What a Resume Really Is: A Story
Resumes box us in, and this can feel uncomfortable. How are we supposed to communicate all the complex and nuanced reasons we’d be great at a job on one piece of paper?
The untrained eye will scan a resume and look for landmarks that give some sort of differentiation: the name of a city evokes a place; the name of a fancy school communicates excellence; something slightly unusual - a language, a training, a name-droppable boss. All these details do one powerful thing: they tell a story. Our brains are hardwired for storytelling: humans look for patterns in abstract data to construct meaning. A resume is a set of data from which we infer a story.
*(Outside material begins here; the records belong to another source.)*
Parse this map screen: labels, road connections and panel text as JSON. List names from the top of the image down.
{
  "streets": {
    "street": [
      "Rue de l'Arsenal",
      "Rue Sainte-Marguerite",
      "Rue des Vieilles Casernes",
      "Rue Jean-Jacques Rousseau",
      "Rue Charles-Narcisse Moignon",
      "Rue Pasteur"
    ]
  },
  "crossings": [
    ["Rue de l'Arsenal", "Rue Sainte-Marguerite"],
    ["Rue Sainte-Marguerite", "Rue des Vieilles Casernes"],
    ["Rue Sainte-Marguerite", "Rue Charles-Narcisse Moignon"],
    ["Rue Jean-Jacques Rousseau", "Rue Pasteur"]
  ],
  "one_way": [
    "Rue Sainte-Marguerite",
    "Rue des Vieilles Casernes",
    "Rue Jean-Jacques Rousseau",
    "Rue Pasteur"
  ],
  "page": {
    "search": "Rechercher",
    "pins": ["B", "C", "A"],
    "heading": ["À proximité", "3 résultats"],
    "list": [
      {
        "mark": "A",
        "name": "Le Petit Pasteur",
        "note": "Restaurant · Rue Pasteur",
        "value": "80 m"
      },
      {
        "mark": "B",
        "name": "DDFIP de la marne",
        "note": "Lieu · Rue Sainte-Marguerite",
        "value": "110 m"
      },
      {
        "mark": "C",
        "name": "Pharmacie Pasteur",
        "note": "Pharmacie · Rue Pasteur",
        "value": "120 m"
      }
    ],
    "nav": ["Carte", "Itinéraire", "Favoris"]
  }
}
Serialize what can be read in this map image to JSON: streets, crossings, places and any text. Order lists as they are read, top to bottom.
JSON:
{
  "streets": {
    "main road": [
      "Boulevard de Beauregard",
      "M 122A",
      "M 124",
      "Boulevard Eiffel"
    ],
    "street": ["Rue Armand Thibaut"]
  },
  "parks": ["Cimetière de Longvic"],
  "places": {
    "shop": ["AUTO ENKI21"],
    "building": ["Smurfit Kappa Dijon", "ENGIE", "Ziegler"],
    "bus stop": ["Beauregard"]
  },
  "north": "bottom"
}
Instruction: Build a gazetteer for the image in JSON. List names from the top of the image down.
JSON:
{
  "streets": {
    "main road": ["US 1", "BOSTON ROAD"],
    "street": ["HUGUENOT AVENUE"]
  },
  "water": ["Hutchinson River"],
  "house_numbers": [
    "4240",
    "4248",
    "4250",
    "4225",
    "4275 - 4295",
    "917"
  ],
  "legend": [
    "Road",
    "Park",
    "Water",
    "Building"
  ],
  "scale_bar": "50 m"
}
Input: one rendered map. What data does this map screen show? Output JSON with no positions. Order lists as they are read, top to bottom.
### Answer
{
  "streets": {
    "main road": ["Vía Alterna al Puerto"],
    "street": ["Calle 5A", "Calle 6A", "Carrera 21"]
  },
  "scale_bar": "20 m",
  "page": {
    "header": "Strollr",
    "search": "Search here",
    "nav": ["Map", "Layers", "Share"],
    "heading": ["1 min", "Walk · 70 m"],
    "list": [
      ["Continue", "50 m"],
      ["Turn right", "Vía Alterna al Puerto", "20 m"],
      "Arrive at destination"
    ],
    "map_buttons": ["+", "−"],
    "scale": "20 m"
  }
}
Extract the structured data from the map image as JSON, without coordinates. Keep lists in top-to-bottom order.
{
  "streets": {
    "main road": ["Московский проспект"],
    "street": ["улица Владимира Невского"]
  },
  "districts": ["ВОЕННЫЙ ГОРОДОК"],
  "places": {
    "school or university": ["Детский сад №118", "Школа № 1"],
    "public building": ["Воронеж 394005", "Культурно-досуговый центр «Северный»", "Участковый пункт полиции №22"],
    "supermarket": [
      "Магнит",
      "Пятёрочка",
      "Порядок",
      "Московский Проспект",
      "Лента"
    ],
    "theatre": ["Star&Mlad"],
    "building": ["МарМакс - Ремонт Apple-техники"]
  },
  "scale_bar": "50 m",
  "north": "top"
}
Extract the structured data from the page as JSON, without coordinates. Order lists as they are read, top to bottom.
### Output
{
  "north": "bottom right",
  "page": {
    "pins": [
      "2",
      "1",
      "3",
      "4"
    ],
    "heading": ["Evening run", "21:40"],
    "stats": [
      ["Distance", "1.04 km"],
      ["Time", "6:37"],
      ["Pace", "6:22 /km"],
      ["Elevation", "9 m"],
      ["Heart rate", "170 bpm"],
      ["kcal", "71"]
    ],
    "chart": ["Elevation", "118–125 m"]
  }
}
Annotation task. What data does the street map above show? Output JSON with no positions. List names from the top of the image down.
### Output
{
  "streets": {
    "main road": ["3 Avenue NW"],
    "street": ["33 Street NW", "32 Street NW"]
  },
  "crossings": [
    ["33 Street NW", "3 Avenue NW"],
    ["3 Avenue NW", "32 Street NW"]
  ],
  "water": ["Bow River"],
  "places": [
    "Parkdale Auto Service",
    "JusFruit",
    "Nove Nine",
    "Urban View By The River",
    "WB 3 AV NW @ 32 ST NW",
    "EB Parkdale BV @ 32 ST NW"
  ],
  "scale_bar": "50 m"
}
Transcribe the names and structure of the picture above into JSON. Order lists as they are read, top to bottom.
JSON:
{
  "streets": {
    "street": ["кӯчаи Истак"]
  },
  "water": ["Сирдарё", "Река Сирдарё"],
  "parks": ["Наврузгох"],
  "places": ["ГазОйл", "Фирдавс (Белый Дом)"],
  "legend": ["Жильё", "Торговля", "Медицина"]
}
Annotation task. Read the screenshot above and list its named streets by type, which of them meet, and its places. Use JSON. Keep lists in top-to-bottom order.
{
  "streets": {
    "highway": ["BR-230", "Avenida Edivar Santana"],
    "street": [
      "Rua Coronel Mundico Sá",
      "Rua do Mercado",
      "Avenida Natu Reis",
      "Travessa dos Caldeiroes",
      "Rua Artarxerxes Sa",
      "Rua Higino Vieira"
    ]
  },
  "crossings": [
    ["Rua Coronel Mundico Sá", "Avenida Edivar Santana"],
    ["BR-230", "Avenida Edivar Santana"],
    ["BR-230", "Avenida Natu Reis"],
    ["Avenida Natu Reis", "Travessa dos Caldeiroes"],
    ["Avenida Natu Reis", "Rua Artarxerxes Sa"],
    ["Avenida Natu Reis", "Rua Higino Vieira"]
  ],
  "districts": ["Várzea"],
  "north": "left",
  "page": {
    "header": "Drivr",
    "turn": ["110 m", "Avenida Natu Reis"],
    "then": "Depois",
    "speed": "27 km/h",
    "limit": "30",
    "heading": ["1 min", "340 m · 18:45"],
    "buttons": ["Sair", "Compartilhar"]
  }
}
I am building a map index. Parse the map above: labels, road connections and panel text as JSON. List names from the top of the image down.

A trained eye, such as someone who works in HR and wades through hundreds - if not thousands - of resumes, is scanning for a specific story. They may be looking for a precise skillset, a caliber of training, something that says “good team player” or long-term sticking-power. The truth is, you’ll never know what that specific hiring person is looking for. The specific story they are scouting for is determined by a myriad of mutable factors: leadership pressure, company culture, budget, team dynamics, legacy left by whoever did that job before, that person’s bandwidth and emotional state of being at the precise moment of opening your doc. Whether they had a fight with their spouse before they arrived at the computer, etc.
Ok, so you can’t control their story. But you can shape yours. In doing so, you have the opportunity to intercept whatever narrative the person hiring you has in their head. A good story commands attention, clarifies energy, and creates feeling. What’s your Story to tell?